─── Dataset excerpts
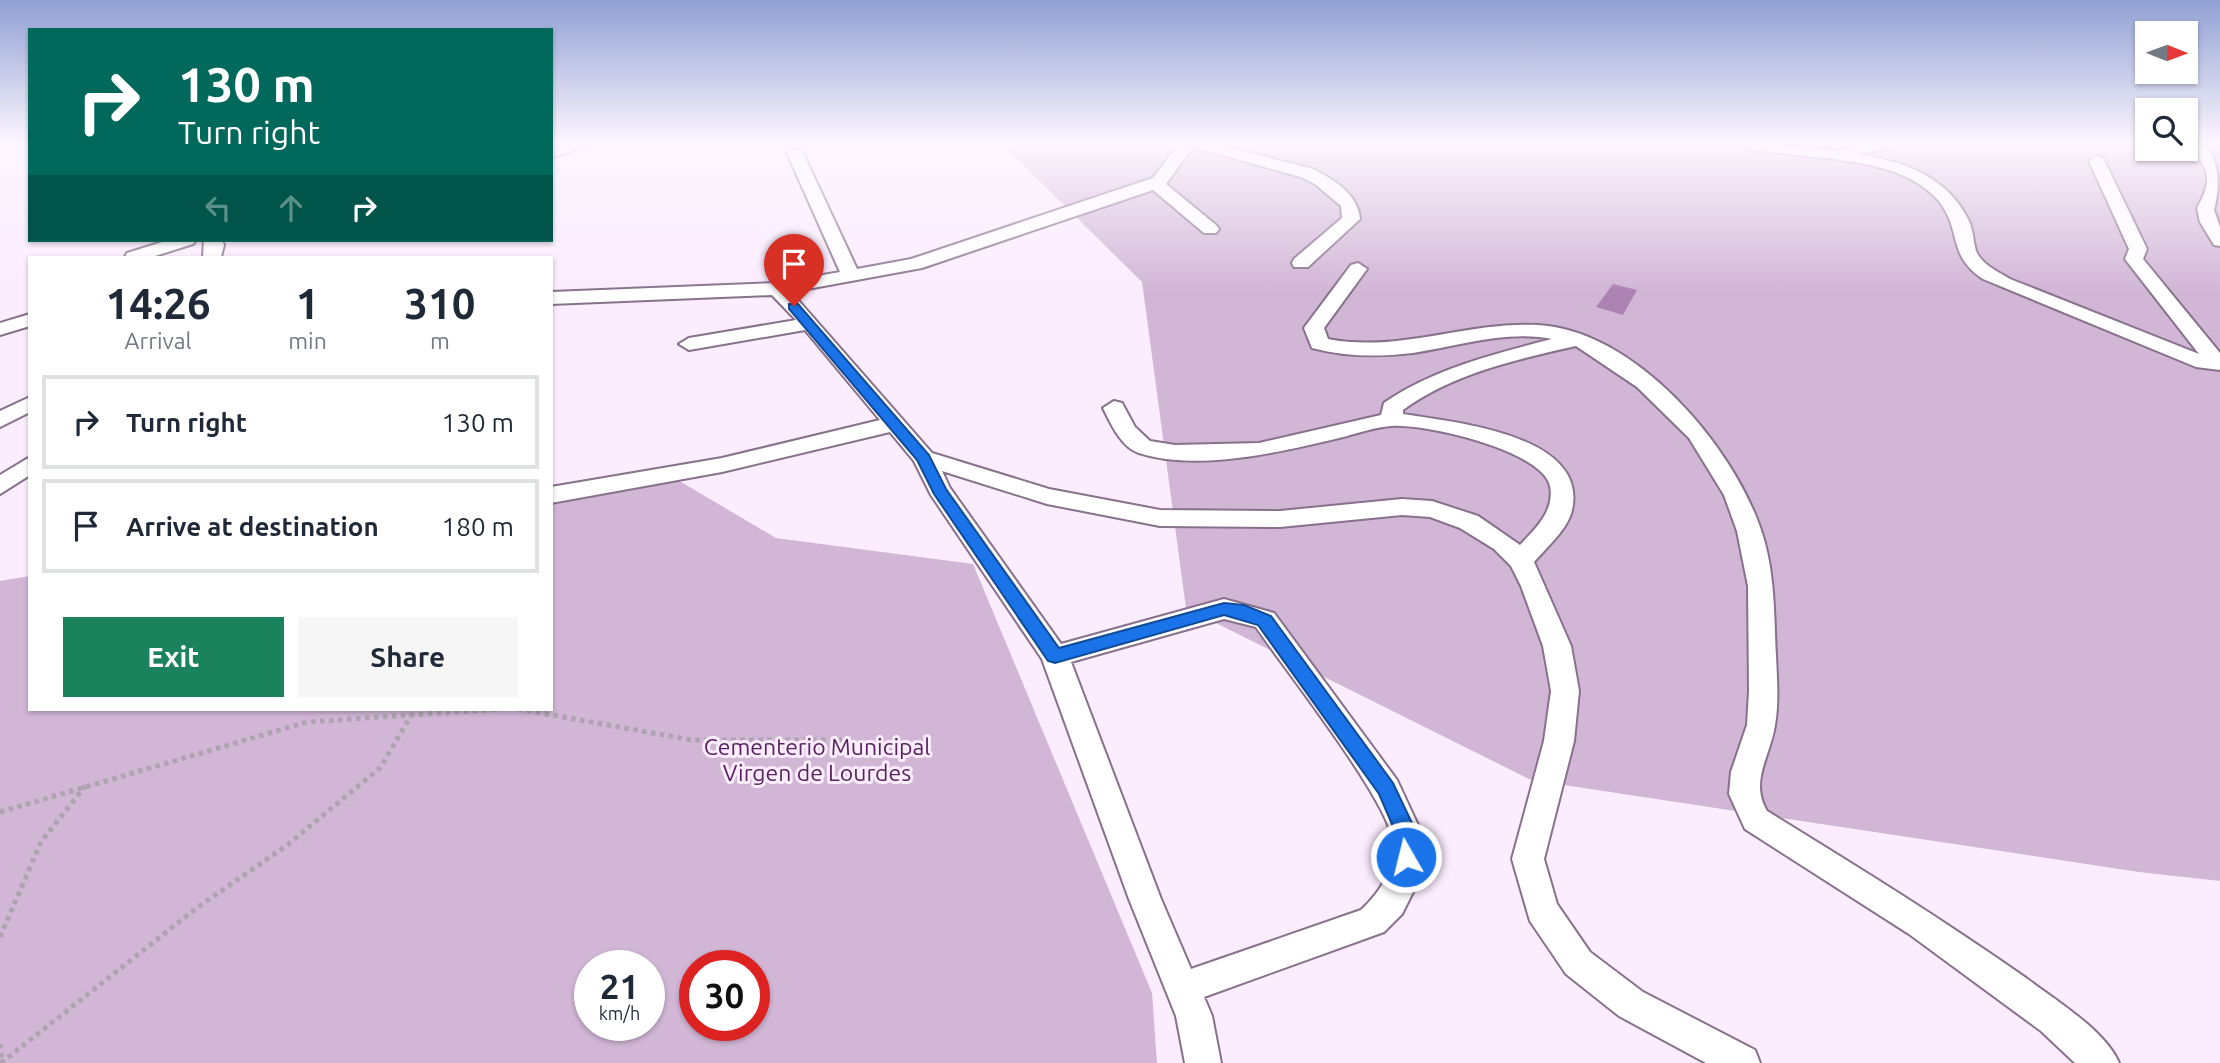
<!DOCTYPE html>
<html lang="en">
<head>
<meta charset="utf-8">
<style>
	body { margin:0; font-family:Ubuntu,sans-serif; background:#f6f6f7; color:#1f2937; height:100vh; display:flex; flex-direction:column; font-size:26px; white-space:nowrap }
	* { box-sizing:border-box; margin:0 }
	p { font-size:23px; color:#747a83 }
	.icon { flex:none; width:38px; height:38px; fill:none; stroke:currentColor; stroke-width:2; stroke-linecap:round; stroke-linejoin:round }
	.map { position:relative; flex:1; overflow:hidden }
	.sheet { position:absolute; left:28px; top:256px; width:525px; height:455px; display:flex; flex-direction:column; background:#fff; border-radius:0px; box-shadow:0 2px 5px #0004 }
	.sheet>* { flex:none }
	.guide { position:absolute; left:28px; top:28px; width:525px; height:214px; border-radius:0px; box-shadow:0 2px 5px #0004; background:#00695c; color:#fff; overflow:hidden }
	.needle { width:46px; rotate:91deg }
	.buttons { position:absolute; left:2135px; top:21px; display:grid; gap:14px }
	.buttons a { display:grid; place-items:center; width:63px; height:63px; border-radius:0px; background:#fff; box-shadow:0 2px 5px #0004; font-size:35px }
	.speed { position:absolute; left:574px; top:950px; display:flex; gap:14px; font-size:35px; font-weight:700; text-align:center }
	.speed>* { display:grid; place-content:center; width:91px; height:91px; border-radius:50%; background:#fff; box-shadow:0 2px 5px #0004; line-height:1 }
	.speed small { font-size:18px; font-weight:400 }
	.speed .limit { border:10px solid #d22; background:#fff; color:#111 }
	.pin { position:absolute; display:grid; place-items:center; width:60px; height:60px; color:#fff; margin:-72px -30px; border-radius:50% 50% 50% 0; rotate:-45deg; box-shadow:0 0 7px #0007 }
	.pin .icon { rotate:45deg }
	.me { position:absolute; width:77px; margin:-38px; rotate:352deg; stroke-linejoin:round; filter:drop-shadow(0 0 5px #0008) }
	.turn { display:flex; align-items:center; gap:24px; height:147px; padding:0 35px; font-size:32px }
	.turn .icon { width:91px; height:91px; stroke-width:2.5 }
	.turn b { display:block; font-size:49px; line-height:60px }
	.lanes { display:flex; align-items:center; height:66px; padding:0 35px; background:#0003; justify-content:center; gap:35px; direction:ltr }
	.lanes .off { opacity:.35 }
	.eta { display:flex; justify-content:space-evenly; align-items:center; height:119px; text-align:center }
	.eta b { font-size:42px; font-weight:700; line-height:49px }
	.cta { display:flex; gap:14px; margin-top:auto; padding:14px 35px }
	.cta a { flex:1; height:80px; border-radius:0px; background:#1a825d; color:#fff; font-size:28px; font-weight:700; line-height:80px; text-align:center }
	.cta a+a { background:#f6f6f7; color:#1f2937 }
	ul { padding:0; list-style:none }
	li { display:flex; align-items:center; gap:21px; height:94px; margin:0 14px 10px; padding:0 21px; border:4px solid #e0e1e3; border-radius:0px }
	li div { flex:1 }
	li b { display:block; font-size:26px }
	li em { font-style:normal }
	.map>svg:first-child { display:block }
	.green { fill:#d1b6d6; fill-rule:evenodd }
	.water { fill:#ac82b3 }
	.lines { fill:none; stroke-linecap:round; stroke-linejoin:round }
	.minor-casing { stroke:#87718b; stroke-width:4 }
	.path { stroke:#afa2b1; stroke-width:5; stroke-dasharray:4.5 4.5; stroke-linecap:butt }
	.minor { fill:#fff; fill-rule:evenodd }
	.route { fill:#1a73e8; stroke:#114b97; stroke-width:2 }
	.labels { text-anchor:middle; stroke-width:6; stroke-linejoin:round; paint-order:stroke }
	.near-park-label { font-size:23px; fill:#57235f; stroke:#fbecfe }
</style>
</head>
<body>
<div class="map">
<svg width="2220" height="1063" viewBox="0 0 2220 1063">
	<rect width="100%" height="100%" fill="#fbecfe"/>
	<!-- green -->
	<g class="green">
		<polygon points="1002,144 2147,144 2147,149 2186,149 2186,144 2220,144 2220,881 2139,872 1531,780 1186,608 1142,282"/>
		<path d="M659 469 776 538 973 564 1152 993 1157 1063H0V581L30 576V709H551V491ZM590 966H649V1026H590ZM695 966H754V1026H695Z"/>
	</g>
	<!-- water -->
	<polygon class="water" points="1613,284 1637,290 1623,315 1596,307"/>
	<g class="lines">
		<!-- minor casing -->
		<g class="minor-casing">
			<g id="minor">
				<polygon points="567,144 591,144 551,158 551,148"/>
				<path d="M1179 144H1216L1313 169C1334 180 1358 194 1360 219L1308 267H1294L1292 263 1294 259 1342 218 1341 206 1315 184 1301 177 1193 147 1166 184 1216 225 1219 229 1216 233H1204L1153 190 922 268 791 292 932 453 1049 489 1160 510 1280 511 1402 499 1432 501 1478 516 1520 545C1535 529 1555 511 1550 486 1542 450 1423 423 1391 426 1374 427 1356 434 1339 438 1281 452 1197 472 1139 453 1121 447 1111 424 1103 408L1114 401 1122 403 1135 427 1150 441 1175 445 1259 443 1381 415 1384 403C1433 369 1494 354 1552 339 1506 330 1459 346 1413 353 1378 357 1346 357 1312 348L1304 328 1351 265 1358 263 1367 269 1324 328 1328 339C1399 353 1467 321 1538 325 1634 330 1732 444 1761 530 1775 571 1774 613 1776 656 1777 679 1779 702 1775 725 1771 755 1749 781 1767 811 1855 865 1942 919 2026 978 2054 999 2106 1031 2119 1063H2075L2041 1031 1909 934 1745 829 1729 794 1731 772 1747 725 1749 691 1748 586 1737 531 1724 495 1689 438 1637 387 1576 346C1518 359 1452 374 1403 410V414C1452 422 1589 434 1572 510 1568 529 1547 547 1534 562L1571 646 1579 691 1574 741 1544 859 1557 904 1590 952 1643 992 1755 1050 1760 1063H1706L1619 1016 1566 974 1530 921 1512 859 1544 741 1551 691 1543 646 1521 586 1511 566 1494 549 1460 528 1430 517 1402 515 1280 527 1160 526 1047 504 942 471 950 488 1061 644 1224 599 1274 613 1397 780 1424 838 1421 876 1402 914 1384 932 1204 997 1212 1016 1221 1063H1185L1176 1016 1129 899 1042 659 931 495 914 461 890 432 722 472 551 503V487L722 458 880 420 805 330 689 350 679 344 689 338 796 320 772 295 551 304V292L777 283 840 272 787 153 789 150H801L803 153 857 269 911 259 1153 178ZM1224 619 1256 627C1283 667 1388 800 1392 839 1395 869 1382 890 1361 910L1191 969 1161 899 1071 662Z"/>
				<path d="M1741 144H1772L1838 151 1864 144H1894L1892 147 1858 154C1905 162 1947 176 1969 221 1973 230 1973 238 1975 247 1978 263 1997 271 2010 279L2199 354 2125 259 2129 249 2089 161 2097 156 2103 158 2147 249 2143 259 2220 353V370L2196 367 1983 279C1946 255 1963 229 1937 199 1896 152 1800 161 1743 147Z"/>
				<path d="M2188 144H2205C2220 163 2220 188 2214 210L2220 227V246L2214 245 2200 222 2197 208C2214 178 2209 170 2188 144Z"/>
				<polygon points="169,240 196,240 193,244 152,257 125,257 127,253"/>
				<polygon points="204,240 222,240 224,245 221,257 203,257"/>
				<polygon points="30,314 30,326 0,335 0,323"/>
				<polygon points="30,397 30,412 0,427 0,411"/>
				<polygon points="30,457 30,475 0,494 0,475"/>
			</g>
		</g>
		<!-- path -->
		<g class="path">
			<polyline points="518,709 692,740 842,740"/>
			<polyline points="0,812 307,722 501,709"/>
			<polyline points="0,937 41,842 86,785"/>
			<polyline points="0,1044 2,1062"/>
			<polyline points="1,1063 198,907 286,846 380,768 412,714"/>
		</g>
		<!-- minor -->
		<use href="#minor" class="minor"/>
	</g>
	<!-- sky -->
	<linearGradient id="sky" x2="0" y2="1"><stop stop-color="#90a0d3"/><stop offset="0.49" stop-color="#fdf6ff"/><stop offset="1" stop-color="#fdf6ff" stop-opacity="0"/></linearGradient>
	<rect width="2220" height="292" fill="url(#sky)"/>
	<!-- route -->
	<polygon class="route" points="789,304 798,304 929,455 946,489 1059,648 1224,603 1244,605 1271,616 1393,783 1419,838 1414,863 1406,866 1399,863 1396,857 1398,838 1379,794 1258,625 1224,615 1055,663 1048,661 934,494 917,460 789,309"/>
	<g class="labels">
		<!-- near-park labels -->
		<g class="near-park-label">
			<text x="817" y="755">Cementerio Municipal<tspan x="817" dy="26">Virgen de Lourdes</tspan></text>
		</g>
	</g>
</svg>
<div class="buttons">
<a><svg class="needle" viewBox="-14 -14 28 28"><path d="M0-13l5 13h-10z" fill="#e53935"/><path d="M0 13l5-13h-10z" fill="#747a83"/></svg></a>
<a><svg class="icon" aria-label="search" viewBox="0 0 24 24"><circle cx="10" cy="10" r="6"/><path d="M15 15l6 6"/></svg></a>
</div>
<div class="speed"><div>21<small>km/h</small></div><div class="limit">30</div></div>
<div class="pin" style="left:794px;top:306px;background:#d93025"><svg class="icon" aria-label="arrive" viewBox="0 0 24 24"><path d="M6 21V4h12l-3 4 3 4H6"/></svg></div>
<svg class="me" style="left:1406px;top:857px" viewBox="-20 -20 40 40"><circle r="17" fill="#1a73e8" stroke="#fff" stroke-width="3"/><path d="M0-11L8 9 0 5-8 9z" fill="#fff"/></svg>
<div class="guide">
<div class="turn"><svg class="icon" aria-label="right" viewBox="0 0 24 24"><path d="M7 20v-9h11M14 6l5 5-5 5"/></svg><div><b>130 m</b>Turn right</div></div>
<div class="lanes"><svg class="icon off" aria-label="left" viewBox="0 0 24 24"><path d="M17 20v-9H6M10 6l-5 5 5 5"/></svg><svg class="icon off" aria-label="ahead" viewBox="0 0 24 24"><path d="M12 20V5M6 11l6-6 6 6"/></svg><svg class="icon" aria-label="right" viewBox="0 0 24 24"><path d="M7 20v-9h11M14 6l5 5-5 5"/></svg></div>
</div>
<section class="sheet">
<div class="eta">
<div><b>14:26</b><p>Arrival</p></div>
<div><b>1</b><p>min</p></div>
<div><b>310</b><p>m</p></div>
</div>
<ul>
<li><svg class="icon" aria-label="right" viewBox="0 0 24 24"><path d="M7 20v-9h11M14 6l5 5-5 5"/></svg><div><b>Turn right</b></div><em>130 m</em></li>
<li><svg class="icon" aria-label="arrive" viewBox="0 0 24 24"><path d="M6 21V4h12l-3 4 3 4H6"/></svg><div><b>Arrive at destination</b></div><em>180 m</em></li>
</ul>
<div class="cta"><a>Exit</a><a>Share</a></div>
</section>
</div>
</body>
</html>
──────
Task prompt: Wherever "linecap" appears in the listing, report the line it is on.

Output for this exercise:
	.icon { flex:none; width:38px; height:38px; fill:none; stroke:currentColor; stroke-width:2; stroke-linecap:round; stroke-linejoin:round }
	.lines { fill:none; stroke-linecap:round; stroke-linejoin:round }
	.path { stroke:#afa2b1; stroke-width:5; stroke-dasharray:4.5 4.5; stroke-linecap:butt }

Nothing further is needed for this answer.